→ Work item
Start at the first line of the material below and retype each line through the one containing "1px #e8f1f8) drop-shadow(0", exactly.

——

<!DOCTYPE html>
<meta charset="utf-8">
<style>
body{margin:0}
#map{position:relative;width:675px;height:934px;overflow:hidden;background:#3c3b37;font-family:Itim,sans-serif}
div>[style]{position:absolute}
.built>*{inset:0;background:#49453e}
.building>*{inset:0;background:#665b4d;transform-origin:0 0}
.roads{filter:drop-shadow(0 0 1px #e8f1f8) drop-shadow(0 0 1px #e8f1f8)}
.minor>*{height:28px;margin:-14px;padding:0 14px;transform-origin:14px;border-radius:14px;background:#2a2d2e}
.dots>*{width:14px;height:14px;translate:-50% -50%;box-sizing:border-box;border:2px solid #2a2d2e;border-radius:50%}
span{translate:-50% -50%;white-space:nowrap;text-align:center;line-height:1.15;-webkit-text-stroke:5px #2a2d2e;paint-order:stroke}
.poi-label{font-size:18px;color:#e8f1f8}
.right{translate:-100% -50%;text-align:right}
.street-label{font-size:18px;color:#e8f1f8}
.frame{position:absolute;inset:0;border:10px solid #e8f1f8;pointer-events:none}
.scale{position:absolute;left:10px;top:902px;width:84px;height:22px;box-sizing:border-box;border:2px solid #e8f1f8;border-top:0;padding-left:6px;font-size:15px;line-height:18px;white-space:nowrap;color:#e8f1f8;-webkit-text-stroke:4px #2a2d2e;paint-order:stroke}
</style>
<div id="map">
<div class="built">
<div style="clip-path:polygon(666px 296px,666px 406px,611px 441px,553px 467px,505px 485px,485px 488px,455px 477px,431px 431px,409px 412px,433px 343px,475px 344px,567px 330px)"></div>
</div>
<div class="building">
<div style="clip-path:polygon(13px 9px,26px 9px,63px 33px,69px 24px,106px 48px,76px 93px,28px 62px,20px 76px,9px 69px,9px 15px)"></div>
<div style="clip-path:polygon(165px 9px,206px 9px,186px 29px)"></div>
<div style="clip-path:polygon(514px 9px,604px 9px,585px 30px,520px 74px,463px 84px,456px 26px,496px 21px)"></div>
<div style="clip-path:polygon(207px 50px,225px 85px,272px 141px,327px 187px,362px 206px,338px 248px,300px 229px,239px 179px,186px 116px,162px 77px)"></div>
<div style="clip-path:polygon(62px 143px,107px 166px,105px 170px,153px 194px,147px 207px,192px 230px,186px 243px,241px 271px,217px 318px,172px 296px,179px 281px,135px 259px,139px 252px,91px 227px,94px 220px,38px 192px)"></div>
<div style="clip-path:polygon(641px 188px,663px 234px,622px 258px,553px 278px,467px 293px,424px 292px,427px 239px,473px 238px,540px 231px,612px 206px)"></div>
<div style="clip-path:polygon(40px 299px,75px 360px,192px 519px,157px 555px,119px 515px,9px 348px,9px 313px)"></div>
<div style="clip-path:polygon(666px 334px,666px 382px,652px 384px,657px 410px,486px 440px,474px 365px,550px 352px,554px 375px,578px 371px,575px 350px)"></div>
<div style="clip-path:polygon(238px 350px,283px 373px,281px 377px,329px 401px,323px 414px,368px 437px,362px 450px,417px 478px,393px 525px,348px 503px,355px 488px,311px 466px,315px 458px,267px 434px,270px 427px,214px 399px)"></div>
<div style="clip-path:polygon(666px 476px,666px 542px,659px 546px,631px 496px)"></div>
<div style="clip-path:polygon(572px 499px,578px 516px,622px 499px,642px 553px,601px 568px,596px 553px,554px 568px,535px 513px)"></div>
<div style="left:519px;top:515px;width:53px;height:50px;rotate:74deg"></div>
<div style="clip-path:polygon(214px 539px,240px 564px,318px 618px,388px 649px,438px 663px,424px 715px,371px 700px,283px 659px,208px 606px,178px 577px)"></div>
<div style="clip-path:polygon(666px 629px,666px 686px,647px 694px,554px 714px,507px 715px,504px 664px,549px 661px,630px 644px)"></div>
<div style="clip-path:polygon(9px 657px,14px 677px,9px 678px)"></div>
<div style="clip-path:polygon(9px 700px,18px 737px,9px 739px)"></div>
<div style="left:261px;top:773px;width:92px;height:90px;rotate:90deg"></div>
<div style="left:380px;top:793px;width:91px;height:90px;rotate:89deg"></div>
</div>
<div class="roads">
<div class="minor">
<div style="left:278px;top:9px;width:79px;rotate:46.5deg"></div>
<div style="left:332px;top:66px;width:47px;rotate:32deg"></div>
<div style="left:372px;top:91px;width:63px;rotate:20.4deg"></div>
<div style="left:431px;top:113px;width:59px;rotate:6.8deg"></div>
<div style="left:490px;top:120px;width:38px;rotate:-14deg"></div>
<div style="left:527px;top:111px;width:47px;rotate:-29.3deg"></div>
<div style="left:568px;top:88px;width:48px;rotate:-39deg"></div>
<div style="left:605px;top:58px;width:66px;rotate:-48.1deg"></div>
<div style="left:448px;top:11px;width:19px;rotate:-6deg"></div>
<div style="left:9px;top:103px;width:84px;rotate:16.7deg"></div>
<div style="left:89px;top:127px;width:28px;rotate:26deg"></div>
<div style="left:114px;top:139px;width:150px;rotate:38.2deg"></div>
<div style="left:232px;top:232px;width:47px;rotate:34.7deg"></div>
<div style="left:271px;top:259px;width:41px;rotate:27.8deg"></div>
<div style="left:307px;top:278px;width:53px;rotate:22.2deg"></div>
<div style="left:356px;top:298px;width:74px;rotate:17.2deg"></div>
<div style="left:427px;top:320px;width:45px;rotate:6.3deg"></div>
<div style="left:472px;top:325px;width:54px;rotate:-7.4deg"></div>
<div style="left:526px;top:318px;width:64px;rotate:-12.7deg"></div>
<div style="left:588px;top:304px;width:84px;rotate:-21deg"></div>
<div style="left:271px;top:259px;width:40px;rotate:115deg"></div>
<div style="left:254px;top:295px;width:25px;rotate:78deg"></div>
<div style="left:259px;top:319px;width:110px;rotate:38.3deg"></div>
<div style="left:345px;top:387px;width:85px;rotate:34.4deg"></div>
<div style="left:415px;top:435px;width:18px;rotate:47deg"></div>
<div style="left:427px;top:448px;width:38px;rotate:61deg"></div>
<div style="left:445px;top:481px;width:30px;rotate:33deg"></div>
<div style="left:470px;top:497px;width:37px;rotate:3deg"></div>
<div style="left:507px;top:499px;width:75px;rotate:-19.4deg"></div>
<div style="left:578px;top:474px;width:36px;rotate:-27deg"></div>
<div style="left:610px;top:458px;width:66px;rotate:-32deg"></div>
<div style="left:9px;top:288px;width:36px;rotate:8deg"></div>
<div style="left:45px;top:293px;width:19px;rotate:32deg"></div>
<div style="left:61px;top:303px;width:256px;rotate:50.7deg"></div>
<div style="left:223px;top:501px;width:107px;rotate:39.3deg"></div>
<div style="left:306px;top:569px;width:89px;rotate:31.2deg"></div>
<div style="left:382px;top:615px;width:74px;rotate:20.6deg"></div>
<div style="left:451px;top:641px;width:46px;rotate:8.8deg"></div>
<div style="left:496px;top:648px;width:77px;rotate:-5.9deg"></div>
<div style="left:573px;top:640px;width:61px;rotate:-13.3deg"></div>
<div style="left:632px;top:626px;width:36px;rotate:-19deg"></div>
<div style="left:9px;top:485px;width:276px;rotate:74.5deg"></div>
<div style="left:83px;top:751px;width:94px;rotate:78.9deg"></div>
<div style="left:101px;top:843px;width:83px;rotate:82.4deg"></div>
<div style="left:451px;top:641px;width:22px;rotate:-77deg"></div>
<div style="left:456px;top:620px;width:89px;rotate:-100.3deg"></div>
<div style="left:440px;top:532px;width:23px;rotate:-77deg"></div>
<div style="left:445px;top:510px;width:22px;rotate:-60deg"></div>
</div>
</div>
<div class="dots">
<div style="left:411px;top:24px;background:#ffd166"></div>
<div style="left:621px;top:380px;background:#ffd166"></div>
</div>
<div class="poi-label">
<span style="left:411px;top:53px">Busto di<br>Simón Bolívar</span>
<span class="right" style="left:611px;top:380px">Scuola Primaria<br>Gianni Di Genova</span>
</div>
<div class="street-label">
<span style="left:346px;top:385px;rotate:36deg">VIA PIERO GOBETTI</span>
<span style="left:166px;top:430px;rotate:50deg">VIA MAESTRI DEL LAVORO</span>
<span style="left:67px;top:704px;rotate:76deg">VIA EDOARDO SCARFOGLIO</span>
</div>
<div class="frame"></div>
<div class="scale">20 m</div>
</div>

——

→ Exercise output
<!DOCTYPE html>
<meta charset="utf-8">
<style>
body{margin:0}
#map{position:relative;width:675px;height:934px;overflow:hidden;background:#3c3b37;font-family:Itim,sans-serif}
div>[style]{position:absolute}
.built>*{inset:0;background:#49453e}
.building>*{inset:0;background:#665b4d;transform-origin:0 0}
.roads{filter:drop-shadow(0 0 1px #e8f1f8) drop-shadow(0 0 1px #e8f1f8)}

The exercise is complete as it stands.